▸ **Data in this exercise**
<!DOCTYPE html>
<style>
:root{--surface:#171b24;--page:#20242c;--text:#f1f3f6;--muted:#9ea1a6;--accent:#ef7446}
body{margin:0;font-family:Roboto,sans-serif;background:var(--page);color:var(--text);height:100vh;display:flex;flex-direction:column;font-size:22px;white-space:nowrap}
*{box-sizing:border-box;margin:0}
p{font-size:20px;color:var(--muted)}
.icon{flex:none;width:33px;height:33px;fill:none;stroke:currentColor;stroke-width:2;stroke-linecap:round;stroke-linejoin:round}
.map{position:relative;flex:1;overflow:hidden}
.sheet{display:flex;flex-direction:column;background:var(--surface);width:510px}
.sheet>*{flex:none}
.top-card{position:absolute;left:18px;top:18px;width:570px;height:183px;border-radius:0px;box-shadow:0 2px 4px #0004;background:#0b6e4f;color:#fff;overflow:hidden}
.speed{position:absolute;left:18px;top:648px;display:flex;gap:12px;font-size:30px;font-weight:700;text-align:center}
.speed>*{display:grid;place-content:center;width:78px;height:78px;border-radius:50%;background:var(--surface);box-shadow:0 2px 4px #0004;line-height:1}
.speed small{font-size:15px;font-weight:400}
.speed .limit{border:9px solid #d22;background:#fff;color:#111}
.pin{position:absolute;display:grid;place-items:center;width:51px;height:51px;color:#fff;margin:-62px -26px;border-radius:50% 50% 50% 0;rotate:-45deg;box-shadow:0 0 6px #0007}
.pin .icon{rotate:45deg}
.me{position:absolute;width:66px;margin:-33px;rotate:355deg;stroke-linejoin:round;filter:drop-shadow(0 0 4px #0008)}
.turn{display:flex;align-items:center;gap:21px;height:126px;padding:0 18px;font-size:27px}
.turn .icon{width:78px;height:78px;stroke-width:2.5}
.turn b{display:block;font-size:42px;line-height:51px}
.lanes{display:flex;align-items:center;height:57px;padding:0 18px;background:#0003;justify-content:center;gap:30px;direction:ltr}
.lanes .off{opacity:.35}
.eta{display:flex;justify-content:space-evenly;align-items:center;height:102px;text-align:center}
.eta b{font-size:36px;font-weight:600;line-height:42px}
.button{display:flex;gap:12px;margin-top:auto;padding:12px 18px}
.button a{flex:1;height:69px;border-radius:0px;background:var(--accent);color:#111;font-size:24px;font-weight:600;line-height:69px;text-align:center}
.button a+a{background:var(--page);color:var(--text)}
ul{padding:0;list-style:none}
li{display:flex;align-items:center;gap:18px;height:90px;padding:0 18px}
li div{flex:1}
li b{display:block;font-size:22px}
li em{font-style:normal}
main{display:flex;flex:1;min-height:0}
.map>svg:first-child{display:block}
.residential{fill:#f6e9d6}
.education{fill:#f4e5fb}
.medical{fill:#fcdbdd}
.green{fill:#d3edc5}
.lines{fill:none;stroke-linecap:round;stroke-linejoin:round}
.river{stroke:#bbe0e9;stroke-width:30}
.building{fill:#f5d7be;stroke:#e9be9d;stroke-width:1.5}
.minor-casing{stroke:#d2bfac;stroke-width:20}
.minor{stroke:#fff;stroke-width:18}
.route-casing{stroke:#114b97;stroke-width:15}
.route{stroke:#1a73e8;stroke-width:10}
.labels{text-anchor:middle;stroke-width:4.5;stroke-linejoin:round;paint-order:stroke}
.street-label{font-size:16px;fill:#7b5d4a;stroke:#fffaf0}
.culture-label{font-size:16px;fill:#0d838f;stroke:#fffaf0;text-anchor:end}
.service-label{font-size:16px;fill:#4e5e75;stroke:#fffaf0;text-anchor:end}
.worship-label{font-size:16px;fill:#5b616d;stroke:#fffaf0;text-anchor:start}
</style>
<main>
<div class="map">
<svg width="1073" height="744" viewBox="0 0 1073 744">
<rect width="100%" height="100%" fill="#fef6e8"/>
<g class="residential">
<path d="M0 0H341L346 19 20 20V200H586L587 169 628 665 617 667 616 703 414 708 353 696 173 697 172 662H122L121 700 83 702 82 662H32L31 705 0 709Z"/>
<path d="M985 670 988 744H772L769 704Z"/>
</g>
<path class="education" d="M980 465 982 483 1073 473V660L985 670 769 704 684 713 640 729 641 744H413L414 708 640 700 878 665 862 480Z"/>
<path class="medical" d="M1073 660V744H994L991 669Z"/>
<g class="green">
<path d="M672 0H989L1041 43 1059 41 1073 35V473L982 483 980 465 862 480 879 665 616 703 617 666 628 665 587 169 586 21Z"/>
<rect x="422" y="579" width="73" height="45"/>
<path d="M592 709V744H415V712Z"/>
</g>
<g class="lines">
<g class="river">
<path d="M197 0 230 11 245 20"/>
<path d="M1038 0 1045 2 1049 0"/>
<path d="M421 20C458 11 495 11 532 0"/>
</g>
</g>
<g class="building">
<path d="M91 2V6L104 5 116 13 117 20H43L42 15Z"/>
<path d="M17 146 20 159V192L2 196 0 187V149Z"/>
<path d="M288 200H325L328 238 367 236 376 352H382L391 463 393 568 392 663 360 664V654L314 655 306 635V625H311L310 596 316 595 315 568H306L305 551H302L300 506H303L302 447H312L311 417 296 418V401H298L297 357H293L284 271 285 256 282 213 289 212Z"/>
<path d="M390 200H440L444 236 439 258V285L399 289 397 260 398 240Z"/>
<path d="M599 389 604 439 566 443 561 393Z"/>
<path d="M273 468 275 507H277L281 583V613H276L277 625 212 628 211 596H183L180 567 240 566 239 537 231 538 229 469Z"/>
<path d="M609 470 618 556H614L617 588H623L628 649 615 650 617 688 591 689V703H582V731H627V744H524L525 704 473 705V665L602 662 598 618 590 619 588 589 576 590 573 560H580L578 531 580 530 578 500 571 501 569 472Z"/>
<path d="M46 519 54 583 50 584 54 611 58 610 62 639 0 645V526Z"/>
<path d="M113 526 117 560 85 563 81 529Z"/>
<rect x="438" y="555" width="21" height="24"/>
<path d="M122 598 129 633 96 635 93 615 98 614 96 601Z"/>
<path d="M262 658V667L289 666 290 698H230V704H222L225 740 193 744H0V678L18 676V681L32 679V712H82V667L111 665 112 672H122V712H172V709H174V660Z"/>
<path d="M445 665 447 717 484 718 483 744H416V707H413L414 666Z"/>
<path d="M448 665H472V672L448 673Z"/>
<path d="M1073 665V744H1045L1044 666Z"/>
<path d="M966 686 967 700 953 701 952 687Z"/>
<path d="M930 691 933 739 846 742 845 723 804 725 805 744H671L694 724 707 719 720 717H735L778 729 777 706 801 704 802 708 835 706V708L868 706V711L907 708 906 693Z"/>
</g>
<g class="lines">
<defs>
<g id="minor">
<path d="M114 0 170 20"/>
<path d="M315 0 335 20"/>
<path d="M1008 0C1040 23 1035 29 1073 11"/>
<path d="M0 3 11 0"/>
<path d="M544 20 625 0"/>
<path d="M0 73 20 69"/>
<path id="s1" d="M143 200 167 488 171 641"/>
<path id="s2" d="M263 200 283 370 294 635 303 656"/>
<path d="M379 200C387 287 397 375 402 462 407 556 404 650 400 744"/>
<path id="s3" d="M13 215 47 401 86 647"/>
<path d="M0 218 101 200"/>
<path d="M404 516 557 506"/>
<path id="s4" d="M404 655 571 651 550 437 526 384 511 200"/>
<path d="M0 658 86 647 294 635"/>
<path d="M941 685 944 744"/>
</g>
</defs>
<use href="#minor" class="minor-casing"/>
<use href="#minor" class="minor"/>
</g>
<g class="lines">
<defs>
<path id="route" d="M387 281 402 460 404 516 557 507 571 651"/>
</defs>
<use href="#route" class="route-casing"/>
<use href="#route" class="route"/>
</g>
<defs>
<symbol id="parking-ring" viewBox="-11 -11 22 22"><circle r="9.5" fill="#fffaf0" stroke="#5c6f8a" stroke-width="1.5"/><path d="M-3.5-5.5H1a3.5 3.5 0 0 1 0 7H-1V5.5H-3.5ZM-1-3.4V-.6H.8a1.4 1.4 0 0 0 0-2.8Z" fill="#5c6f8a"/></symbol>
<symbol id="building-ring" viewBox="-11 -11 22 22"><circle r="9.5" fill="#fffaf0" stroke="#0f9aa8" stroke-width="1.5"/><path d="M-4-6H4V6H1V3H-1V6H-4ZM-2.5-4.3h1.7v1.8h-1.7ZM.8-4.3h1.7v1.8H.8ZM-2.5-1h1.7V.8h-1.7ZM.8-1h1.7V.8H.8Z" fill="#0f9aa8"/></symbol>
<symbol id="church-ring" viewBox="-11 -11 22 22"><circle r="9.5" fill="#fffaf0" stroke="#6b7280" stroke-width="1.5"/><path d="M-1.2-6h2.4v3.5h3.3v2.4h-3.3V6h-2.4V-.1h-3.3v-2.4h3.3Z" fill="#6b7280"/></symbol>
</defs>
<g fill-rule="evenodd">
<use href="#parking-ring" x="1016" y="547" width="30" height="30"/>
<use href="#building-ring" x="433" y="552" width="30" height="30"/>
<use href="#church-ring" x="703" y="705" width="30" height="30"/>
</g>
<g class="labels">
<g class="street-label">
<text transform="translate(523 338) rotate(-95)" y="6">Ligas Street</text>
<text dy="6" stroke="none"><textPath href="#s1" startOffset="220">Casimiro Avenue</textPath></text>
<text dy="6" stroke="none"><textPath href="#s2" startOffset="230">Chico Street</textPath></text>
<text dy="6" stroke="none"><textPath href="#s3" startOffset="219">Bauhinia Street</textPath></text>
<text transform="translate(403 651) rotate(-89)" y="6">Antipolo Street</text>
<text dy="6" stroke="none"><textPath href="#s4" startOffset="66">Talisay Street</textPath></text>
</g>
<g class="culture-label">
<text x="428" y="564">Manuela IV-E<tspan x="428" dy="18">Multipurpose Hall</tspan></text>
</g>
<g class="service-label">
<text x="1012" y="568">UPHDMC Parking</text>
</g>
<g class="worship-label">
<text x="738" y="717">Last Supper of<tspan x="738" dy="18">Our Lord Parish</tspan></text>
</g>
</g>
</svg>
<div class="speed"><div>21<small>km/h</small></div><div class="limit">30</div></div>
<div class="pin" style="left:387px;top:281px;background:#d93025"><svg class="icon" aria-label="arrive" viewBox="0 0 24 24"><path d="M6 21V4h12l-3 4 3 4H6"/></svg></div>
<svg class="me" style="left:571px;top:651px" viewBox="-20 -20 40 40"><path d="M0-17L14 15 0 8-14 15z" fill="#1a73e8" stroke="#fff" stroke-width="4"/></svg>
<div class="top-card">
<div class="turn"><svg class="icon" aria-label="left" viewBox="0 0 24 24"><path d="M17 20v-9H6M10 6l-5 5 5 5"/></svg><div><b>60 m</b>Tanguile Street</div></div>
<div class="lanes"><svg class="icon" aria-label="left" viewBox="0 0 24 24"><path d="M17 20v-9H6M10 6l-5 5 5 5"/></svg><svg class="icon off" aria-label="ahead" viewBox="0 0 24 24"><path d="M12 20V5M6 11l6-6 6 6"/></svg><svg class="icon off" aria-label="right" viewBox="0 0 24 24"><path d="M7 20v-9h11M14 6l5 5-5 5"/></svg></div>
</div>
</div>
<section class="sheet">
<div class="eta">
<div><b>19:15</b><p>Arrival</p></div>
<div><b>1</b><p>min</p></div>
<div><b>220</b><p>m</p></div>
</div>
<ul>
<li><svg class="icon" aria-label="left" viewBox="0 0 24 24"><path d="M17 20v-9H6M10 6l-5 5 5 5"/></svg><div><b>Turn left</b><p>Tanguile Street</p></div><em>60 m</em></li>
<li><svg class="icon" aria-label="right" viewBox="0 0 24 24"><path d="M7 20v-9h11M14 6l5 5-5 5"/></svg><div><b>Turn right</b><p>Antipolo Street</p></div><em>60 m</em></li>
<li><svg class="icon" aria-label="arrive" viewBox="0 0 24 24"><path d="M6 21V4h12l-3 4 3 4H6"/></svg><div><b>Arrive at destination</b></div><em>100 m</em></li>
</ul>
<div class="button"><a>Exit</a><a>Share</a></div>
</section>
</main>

▸ **Task prompt**
Using the records above, give the count of lines with the word "direction", and write nothing more.

▸ **Result**
3